TASK DESCRIPTION: Please return the lines of the data that contain "white".
........
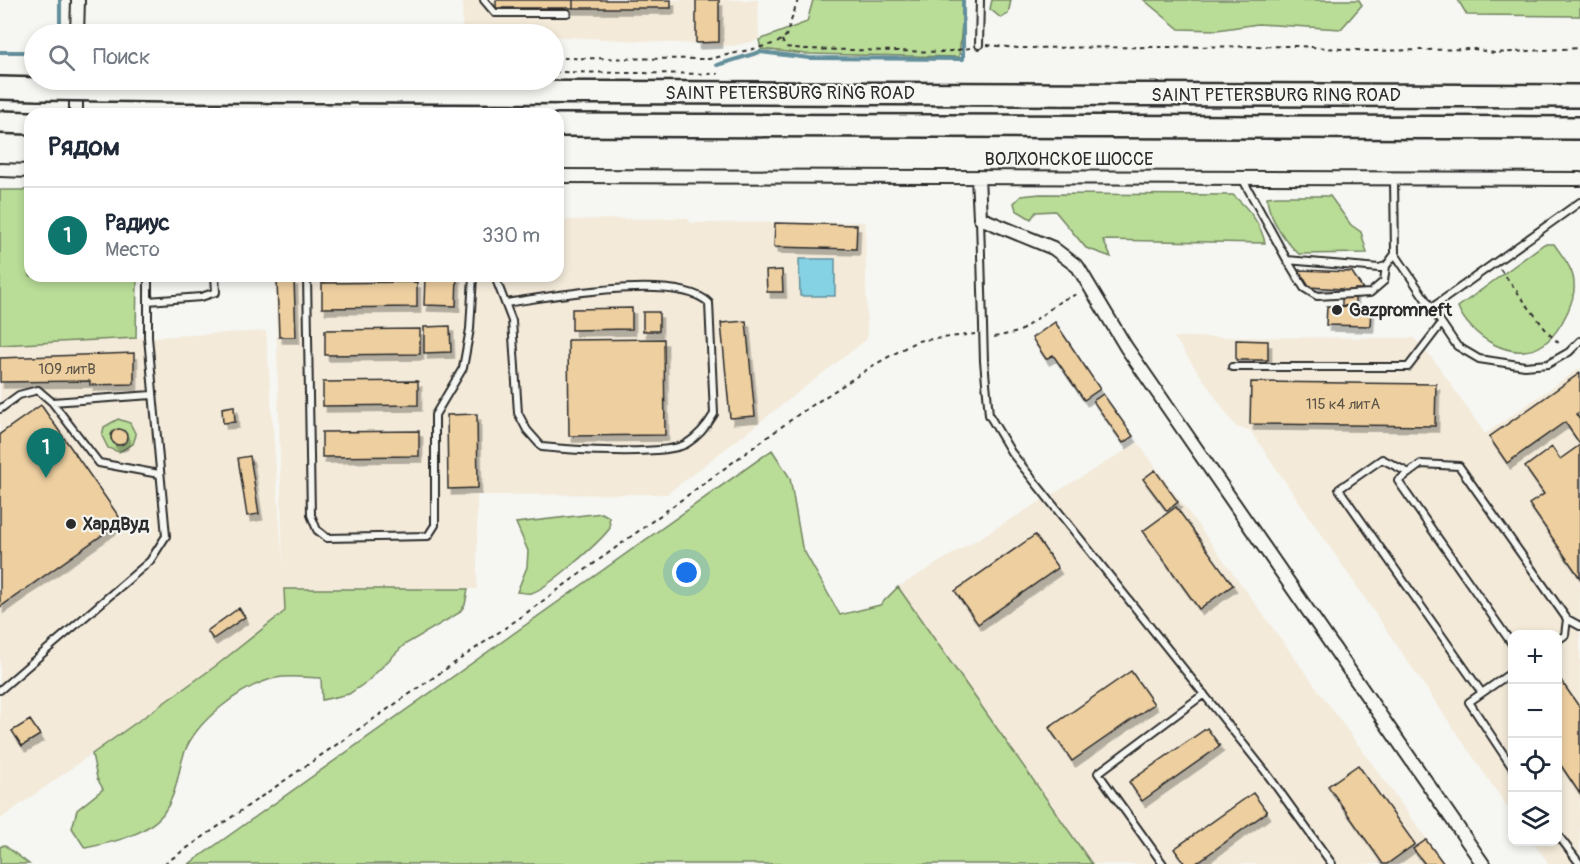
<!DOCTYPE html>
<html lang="ru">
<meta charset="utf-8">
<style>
body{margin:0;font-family:Pangolin,sans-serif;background:#f6f6f7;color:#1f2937}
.controls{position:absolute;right:18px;bottom:18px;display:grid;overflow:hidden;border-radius:12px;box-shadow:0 3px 9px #0003}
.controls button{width:54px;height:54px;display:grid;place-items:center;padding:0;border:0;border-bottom:2px solid #e0e1e3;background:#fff;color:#1f2937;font:30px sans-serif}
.you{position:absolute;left:687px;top:573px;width:21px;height:21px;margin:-15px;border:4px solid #fff;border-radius:50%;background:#1a73e8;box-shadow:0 0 0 9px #1a73e833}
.badge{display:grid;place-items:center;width:39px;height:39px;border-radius:50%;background:#0f766e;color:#fff;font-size:20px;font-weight:700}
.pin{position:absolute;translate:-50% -50px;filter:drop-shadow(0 2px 3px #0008)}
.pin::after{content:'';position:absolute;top:32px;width:21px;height:18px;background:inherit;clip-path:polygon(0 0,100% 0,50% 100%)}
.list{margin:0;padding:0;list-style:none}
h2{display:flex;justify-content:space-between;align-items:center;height:78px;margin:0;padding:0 24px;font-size:26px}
h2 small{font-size:20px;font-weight:400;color:#747a83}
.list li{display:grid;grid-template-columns:39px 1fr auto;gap:18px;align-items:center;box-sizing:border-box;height:96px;padding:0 24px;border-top:2px solid #e0e1e3}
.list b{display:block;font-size:22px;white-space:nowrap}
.list p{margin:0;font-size:20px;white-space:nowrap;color:#747a83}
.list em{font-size:20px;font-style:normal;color:#747a83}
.icon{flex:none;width:33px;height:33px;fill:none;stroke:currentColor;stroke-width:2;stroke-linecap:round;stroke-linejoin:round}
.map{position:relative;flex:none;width:1580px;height:864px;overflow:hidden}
.search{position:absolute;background:#fff;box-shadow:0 3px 9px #0003;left:24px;top:24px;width:540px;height:66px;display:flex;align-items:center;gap:15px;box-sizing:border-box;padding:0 21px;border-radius:33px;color:#747a83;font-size:22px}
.panel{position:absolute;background:#fff;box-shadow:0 3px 9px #0003;left:24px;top:108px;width:540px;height:174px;border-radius:18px}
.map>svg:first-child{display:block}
.built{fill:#f3ead9}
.green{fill:#b9dc97;stroke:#728461;stroke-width:1.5;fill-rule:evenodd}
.water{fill:#86d2e5;stroke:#628f9b;stroke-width:1.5}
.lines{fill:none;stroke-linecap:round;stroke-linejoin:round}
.stream{stroke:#628f9b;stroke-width:4}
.building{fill:#edcfa0;stroke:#2b2b2b;stroke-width:1.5;filter:url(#shadow)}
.lane-casing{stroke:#2b2b2b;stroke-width:10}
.street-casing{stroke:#2b2b2b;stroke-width:16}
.highway-casing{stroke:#2b2b2b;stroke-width:26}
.path{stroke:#2b2b2b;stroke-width:2;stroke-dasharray:4.5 4.5;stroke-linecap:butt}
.lane{stroke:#f6f6f2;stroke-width:6}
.street{stroke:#f6f6f2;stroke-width:12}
.highway{stroke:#f6f6f2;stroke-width:21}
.highway-bridge-casing{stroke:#2b2b2b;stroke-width:26;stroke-linecap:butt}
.highway-bridge{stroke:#f6f6f2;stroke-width:21}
.poi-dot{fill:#2b2b2b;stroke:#f6f6f2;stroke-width:2}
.labels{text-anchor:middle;stroke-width:4.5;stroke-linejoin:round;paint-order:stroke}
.number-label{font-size:15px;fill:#5c5448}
.street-label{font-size:18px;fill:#2b2b2b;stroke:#f6f6f2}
.poi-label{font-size:18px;font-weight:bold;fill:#2b2b2b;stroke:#f6f6f2;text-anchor:start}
</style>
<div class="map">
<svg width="1580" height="864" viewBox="0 0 1580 864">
<defs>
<filter id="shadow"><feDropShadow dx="3.5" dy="6" stdDeviation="0" flood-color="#0004"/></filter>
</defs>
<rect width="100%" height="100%" fill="#f6f6f2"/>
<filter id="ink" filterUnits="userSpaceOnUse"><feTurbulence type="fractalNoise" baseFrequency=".0167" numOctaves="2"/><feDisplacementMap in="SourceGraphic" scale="12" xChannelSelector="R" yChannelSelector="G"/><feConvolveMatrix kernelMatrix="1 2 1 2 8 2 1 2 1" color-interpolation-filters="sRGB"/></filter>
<g filter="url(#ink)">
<path class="built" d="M463,0H758L759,40L732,46L462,31Z
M687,218L691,223L865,222L867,339L667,494L477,495V589H284L285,611L217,665L0,819V345L266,331L283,567L275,276H558V220Z
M1174,337L1414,338L1434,360L1485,434L1580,368V864H1549L1533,842H1558V634H1512V814L1250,430L1236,427Z
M1138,443L1445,864H1092L898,587Z"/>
<path class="green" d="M813,0H964L959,57L806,54L761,49L759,40L807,22Z
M992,0H1011L1008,14L1001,18L990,9Z
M1144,0H1359L1362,5L1341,29L1258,24L1217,30L1179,29Z
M1458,0H1580V16L1467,15Z
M0,190H30V276H137L136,338L0,345Z
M1040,194L1233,195C1247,207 1261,224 1265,243L1103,240L1111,257L1086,248L1055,211L1036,212L1031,219L1016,210L1014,203L1021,196Z
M1278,196H1330L1351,225L1361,232L1367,253L1299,254C1286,243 1267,215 1267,197Z
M1544,244H1554C1562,256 1574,269 1574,284C1575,292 1571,304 1568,311C1562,324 1555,336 1544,344C1514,365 1469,336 1458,307Z
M118,419L130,423L136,435L133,444L119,452L108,448L102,436L104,427ZM118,429L126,434L125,441L121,444L111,439L112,433Z
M772,450L790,478L802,547L840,615L880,605L898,587L1092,864H189Z
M602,513L609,517L610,528C600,542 547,589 531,593C528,594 521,592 517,592L527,567L528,551L516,523Z
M284,589H468L465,605L459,613L404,645L368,681L349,694L322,700L321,678C307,678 290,675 276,678C243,685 195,721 184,754C177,775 177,795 163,814C145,836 110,843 85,848L72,828L77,810L103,789L97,778L92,754L217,665L285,611Z
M4,845L29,864H0V847Z"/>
<path class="water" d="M799,259H835V296H800Z"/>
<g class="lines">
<path class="stream" d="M60,34V0
M0,52H34
M717,65L760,52L809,58L963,59V0"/>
</g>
<path class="building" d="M496,0H573V8H496Z
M573,0H671V8H573Z
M696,0H719V42L696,43Z
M775,223L857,225L856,249L774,247Z
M782,270L783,292H767L766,271Z
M1299,270L1352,272L1363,289H1355V306H1342V289L1309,287Z
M425,276H457L456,306L424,305Z
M277,280H294L296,337H279Z
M417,282V307L322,308V283Z
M1327,306L1371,307L1370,326L1326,325Z
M632,308V329L572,330V309Z
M643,312H659V331H643Z
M746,321L755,416L730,418L721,323Z
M1055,322L1100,389L1084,400L1053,355L1046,359L1032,338Z
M450,326L451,352L424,353V327Z
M420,329V354L325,355V330Z
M664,339L665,435L569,436L568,340Z
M1236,340L1268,341V360H1236Z
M134,353V384L90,385V381L0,382V358Z
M1580,373V412L1576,414L1580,420V444L1565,422L1507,463L1489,437Z
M418,381V405L323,406V382Z
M1251,382L1436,384L1435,426L1250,424Z
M1103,394L1133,436L1123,443L1093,401Z
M41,405L122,521L0,607V434Z
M234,406L235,422L223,423L222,408Z
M477,414L478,488L448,489L447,415Z
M111 437a8 8 0 1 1 16 0a8 8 0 1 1-16 0Z
M419,431V456L322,457V432Z
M1580,445V578L1529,504L1544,494L1525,467L1552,447L1560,459Z
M250,456L259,514L247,516L238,458Z
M1155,470L1178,502L1167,511L1143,479Z
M1176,507L1233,585L1199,609L1143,531Z
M1035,535L1058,568L978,624L955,591Z
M239,608L245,617L213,639L207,631Z
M1131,671L1154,704L1072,761L1049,728Z
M1558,676L1580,708V794L1558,761Z
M30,720L40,735L22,746L12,731Z
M1207,728L1220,746L1142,801L1129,782Z
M1358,765L1415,844L1387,864H1383L1328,786Z
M1253,793L1267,812L1195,864H1185L1174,849Z
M1426,840L1444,864H1425L1413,849Z"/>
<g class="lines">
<g class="lane-casing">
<path id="lane" d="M484,0L495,13H567
M979,45L980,0
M1242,178L1287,260L1379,268L1386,266L1395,254
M1394,179L1395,254L1457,346L1479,359L1525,366L1548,364L1569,352L1580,341
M980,219L984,361L989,415L1011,452L1265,771L1332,864
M1287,260L1304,288L1317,296L1370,293L1384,281L1386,266
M307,276L311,515L317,530L327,538L428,536L435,525V415L463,368L470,329L473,276
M496,276L497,282L512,321L518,413L527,430L542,447C568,450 665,456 686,444C699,436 707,426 714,414L709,303C678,272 548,297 505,303
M148,301L201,297L216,292L215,276
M1430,309L1580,202
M1232,367H1408L1441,324
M152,395L52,402L99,463L159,474
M0,409L19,395L38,390L52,402
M1409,473L1382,459L1339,489L1482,693
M1558,640L1565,635L1567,619
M1512,644L1398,481L1421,464L1459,466L1567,619L1580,626
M1512,672L1469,702L1512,767
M0,690L150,561L166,536L148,337V276
M1558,835L1580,864
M1163,864L1098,773L1204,694"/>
</g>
<g class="street-casing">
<path id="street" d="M77,34L78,0
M76,114V85
M0,170L30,171
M558,176L1580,179
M978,177L980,218L1053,248L1078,267L1126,347L1483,864"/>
</g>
<g class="highway-casing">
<path id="highway" d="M0,88L39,89
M182,91L1580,96
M0,122L30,123
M558,125L1580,128"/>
</g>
<path class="path" d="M782,40L785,47L804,49L944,52L970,48
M987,45L1018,48L1298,46L1370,51L1474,49L1494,53L1580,48
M554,58L709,59L753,49L777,43L786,36L798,0
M554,72L718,74
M1500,269L1549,334L1562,346
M994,337L1019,332L1062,300L1080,293
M164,864L518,619L799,414L874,365L917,341L975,334"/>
<use href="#lane" class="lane"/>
<use href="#street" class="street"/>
<use href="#highway" class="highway"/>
<g class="highway-bridge-casing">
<path id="highway-bridge" d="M39,89L182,91"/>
</g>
<use href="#highway-bridge" class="highway-bridge"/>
</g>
</g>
<g class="poi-dot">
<circle cx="1337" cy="310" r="6"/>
<circle cx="71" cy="524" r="6"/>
</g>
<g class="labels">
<g class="number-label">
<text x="67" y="374">109 литВ</text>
<text x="1343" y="409">115 к4 литА</text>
</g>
<g class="street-label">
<text x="790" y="99">SAINT PETERSBURG RING ROAD</text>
<text x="1276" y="101">SAINT PETERSBURG RING ROAD</text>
<text x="1069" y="165">ВОЛХОНСКОЕ ШОССЕ</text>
</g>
<g class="poi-label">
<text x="1349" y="316">Gazpromneft</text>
<text x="83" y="530">ХардВуд</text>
</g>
</g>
</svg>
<div class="controls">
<button>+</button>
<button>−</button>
<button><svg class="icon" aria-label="locate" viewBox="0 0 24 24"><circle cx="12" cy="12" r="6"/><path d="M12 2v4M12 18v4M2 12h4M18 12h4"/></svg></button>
<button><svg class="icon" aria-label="layers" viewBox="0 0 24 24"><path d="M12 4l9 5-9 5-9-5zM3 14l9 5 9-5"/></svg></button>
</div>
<div class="you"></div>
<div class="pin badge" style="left:46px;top:478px">1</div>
<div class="search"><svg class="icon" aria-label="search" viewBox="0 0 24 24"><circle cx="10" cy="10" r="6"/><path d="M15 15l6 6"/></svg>Поиск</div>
<section class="panel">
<h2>Рядом<small></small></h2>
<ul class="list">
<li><span class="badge">1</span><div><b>Радиус</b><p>Место</p></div><em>330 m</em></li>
</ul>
</section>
</div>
........
ANSWER BOX:
.list b{display:block;font-size:22px;white-space:nowrap}
.list p{margin:0;font-size:20px;white-space:nowrap;color:#747a83}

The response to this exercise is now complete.